Exercise aim: In the records below, find the line with "M188 743 272 750 258 906 174 899Z" and the line with "M1304 838 1360 870 1327 928 1271 896Z"; return exactly those lines and every line between them.

** Opening Supplied entries block **

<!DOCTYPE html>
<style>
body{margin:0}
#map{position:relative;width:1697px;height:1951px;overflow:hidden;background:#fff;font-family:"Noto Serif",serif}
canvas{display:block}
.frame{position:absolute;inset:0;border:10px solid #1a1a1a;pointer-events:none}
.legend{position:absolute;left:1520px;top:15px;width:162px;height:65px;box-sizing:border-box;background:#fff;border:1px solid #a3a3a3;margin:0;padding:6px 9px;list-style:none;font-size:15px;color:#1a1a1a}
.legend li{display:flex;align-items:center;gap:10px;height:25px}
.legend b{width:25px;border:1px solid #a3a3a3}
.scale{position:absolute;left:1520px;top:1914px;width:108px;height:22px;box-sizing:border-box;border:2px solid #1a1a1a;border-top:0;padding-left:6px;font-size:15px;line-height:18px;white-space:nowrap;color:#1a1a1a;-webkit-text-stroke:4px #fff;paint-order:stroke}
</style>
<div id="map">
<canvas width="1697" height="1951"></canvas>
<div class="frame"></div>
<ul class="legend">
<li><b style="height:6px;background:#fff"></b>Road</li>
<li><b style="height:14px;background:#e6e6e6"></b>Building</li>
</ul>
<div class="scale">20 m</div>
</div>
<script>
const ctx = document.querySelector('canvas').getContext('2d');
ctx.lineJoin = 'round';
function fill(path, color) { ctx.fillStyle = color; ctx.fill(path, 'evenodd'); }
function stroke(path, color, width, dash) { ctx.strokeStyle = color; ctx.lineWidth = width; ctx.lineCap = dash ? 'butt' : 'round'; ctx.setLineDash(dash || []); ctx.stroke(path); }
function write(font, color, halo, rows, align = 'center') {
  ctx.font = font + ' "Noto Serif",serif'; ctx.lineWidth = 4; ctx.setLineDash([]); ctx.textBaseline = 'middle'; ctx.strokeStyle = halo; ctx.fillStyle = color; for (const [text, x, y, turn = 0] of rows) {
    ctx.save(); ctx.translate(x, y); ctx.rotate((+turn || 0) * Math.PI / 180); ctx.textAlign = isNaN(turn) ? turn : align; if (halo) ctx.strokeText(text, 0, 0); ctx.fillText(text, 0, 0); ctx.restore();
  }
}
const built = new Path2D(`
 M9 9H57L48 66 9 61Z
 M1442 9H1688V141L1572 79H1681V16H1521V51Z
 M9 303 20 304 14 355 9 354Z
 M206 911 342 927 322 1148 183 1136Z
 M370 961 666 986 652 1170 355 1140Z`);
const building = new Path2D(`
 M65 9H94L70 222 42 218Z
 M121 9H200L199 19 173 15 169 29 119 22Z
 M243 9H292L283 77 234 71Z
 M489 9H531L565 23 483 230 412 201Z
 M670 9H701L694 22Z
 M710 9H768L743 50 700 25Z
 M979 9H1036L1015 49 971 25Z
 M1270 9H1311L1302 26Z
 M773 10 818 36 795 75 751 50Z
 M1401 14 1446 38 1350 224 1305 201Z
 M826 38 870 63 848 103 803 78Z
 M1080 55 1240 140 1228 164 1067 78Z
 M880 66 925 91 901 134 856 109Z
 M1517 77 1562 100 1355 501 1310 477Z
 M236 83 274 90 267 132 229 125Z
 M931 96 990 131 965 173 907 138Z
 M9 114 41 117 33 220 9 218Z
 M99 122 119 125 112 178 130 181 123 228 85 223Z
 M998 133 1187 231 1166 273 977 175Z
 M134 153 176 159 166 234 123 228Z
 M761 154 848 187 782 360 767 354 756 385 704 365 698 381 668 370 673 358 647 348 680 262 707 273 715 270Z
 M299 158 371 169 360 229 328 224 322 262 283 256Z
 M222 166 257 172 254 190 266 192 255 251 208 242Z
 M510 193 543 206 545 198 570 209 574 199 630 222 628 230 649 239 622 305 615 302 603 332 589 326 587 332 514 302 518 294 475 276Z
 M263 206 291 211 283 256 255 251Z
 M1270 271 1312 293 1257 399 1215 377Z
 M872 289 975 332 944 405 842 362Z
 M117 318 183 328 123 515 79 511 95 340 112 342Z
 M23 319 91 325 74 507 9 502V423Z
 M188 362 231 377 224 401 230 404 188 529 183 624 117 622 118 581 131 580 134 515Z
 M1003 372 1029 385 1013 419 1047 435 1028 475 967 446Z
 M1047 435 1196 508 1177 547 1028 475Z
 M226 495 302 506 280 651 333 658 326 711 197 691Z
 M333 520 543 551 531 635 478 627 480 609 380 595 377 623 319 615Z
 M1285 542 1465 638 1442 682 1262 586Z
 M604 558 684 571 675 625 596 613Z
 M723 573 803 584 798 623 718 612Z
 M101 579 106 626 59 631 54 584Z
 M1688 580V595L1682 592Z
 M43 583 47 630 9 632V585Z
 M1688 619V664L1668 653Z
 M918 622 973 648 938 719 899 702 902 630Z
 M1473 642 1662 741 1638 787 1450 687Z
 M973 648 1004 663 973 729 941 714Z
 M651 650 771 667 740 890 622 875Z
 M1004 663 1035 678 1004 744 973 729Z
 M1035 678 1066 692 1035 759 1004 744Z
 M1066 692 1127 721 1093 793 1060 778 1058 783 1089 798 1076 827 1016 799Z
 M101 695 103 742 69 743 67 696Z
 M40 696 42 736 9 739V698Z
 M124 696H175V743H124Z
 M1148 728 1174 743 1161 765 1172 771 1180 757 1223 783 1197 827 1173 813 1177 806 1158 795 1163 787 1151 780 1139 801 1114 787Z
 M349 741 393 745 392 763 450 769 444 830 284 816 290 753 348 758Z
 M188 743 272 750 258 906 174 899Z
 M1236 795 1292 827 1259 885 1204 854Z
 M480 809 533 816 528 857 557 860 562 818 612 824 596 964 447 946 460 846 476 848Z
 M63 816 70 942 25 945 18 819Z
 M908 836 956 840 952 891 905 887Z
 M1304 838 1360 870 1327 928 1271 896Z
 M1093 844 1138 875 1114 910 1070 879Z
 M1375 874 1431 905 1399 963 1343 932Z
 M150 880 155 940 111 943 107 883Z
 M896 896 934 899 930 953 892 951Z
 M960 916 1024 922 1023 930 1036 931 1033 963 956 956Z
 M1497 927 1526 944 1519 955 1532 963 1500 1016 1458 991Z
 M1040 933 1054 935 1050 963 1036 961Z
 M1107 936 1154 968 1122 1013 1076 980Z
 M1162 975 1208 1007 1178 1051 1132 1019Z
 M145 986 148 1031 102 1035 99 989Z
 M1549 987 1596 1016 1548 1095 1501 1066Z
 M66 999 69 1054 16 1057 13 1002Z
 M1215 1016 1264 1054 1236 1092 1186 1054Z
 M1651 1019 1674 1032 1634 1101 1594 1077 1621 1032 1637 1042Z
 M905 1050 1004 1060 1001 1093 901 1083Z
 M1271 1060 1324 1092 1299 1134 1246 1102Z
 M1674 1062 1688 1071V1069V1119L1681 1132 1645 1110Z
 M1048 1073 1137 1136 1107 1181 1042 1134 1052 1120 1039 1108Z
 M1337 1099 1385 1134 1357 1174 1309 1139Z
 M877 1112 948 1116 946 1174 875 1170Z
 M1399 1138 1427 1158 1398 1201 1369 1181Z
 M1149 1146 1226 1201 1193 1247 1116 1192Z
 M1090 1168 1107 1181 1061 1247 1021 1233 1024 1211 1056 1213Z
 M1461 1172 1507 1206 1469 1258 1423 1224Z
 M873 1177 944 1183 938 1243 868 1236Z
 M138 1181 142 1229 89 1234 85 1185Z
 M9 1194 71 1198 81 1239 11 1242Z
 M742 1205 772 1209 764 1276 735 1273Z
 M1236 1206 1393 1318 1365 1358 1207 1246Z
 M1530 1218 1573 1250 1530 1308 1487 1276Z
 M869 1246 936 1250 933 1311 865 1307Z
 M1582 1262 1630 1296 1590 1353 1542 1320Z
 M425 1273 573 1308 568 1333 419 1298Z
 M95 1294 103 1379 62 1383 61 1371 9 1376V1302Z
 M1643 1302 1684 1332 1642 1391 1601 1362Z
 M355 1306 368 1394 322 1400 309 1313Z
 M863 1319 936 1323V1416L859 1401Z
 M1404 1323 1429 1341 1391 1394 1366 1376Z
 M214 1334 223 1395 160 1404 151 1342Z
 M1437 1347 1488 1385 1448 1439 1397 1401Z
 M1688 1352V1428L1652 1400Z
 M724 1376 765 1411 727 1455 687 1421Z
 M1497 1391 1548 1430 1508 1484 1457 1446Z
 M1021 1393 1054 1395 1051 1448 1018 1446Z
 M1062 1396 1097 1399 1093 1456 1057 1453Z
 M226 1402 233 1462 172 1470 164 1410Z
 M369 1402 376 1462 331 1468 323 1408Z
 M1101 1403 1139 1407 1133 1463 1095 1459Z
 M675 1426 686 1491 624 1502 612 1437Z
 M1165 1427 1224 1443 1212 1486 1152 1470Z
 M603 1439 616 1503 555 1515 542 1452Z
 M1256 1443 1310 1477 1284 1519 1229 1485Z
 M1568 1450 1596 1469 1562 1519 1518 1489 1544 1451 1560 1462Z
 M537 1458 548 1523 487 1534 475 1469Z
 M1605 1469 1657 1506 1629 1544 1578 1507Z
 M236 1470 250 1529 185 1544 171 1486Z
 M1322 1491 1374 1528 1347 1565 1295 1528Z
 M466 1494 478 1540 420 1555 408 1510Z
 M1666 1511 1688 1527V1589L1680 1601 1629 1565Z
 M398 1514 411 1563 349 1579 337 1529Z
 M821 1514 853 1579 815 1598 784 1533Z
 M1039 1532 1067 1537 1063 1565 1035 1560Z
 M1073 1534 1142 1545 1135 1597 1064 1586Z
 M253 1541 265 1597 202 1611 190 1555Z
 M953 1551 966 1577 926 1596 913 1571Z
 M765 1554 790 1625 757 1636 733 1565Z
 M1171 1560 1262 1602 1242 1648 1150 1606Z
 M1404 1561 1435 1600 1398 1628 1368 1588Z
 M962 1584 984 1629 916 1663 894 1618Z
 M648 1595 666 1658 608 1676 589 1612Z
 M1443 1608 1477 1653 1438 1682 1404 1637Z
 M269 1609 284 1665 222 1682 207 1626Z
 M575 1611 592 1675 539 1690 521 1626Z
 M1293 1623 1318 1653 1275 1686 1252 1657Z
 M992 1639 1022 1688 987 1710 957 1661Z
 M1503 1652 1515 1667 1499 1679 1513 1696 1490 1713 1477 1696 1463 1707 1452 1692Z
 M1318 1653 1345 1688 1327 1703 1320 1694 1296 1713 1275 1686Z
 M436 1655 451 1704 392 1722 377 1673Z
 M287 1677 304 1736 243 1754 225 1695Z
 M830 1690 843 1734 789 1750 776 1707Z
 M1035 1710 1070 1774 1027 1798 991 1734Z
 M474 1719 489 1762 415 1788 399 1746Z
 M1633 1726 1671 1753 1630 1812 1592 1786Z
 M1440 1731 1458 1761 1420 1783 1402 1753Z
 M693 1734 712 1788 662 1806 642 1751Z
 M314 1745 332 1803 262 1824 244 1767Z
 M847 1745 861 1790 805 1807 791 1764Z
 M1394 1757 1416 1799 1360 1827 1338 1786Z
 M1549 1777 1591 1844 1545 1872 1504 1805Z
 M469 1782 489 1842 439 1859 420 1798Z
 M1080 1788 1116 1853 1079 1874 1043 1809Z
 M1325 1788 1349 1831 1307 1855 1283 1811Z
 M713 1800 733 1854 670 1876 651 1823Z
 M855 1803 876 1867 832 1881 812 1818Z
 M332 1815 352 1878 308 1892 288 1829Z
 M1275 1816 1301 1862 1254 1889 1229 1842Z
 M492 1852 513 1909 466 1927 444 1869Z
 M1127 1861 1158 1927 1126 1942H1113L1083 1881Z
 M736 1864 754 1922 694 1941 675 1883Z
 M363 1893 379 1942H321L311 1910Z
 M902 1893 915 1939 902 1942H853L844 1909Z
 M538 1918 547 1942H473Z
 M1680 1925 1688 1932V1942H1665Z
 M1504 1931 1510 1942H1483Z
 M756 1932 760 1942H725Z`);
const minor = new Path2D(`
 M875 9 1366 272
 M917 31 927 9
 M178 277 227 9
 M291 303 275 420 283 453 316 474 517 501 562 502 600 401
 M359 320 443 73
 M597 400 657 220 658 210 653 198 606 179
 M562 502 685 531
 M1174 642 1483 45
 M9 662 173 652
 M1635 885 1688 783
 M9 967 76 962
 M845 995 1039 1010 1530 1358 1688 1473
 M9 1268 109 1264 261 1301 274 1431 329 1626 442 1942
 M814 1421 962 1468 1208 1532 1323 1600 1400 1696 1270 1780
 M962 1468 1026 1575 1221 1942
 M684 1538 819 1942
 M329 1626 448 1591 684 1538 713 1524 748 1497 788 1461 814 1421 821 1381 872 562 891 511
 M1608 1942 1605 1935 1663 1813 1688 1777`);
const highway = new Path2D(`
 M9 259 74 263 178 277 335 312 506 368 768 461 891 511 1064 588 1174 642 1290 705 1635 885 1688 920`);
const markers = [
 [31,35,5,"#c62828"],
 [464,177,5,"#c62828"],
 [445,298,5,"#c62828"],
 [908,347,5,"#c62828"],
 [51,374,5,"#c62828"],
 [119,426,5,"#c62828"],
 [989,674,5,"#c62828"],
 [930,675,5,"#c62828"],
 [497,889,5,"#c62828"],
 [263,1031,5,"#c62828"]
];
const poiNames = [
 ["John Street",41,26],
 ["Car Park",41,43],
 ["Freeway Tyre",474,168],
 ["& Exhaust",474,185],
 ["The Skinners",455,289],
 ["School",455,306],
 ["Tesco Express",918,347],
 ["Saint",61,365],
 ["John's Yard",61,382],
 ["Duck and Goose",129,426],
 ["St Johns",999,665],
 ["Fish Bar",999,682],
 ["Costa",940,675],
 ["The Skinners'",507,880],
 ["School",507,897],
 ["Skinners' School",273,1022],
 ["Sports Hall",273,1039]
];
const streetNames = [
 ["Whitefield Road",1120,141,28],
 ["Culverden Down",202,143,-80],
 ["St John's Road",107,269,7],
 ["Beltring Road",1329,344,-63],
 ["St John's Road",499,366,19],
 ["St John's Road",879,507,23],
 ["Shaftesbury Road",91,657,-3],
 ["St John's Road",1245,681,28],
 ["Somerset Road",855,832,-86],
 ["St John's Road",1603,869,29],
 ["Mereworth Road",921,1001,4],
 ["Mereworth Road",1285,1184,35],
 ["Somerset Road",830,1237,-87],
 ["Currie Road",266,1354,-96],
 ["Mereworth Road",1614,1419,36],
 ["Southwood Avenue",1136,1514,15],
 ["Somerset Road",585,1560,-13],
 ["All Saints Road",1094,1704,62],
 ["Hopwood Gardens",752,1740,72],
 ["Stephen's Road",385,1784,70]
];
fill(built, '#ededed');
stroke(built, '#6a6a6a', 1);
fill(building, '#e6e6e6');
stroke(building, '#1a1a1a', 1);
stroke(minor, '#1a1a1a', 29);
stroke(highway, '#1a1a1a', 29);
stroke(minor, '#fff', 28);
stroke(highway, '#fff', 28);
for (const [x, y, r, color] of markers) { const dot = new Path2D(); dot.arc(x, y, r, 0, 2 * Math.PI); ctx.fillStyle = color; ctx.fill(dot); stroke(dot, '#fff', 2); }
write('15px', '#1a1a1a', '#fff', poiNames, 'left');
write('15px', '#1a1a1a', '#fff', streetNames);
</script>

** Closing Supplied entries block **

Result of this task:
 M188 743 272 750 258 906 174 899Z
 M1236 795 1292 827 1259 885 1204 854Z
 M480 809 533 816 528 857 557 860 562 818 612 824 596 964 447 946 460 846 476 848Z
 M63 816 70 942 25 945 18 819Z
 M908 836 956 840 952 891 905 887Z
 M1304 838 1360 870 1327 928 1271 896Z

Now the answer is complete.